- **Data records**:
Content starts

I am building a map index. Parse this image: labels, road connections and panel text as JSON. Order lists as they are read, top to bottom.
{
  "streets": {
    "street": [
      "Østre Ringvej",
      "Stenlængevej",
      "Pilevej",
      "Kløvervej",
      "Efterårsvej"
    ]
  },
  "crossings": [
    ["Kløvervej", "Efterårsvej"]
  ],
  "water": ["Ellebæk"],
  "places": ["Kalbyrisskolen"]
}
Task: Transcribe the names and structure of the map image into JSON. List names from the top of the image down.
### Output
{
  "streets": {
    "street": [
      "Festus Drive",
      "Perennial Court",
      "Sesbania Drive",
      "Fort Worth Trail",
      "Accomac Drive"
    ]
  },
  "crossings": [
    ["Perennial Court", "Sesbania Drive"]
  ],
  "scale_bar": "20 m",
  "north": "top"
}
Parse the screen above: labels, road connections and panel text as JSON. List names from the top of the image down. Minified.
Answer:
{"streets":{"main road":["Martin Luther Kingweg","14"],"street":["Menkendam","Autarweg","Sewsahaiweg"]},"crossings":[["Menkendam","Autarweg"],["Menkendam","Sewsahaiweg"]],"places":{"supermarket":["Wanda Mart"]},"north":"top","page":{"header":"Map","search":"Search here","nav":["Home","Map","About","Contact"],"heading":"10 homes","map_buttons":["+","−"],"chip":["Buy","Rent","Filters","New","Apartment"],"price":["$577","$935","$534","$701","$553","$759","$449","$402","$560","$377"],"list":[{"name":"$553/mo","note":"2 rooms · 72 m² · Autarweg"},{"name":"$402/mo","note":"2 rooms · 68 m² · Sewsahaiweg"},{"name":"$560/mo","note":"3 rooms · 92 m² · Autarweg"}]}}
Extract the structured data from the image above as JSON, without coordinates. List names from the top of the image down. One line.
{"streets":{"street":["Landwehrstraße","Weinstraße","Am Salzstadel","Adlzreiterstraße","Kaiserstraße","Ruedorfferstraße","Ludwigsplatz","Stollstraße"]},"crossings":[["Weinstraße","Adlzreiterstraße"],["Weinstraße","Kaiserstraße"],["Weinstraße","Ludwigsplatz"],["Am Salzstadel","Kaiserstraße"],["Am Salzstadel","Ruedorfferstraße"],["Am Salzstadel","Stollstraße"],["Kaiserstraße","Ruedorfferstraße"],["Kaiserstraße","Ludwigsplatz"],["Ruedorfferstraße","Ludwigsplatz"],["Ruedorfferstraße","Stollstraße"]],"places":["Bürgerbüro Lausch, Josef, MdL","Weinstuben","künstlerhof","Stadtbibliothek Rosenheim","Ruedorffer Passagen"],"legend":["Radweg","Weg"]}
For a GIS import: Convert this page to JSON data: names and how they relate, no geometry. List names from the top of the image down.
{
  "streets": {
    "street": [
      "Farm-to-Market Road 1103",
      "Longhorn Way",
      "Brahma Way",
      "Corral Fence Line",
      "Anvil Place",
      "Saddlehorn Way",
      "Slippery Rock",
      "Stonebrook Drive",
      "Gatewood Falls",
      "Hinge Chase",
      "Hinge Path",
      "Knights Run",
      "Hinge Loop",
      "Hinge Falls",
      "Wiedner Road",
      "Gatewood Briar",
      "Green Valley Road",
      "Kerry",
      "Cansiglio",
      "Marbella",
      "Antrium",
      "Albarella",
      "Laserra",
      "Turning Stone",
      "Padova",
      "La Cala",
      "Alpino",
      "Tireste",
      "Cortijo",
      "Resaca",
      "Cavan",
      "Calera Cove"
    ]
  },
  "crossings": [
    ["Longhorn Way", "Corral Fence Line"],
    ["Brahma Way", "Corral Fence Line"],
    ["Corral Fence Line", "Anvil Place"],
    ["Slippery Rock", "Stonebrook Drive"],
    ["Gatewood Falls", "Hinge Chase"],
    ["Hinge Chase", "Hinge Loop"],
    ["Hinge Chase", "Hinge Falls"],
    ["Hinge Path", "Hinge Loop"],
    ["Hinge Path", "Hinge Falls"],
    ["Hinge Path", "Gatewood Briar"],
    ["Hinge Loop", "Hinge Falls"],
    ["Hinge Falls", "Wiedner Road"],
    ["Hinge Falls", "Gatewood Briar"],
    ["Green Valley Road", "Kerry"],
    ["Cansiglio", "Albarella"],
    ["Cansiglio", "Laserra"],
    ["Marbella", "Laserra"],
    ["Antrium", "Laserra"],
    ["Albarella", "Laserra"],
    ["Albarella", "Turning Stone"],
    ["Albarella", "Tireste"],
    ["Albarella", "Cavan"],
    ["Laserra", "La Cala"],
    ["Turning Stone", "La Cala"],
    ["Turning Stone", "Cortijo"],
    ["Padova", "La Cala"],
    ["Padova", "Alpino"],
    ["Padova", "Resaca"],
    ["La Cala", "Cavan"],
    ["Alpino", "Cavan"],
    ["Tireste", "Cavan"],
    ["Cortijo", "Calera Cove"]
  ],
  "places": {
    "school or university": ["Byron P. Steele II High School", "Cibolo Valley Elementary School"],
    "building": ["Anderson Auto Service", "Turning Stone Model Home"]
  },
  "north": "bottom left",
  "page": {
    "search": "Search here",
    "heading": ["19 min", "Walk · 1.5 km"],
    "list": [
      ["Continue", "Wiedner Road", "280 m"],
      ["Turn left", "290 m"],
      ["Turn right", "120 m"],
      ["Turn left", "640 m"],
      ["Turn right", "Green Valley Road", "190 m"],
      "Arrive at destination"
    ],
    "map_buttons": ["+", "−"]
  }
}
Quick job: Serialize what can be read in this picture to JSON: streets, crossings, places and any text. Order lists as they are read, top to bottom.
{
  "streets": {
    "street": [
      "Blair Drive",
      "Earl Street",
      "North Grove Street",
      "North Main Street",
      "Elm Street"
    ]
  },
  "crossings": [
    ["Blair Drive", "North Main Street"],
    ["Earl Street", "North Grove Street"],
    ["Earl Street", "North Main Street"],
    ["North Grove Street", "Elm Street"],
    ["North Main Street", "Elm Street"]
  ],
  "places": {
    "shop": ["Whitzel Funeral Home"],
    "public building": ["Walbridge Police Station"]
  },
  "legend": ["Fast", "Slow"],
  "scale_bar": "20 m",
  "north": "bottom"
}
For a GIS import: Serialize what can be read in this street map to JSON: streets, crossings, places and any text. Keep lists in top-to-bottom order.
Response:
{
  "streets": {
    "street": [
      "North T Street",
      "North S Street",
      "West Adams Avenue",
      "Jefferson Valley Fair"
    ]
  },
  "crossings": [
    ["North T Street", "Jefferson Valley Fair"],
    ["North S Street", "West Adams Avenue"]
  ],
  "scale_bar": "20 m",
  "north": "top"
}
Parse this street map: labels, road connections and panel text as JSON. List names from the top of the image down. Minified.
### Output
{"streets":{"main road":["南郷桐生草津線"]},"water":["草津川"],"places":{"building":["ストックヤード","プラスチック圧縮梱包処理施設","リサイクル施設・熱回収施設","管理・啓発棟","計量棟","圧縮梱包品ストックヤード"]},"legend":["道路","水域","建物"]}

Content ends

- **What to do**: In the records above, locate every line with the string "Minified" and copy it.

- **Result for this task**:
Parse the screen above: labels, road connections and panel text as JSON. List names from the top of the image down. Minified.
Parse this street map: labels, road connections and panel text as JSON. List names from the top of the image down. Minified.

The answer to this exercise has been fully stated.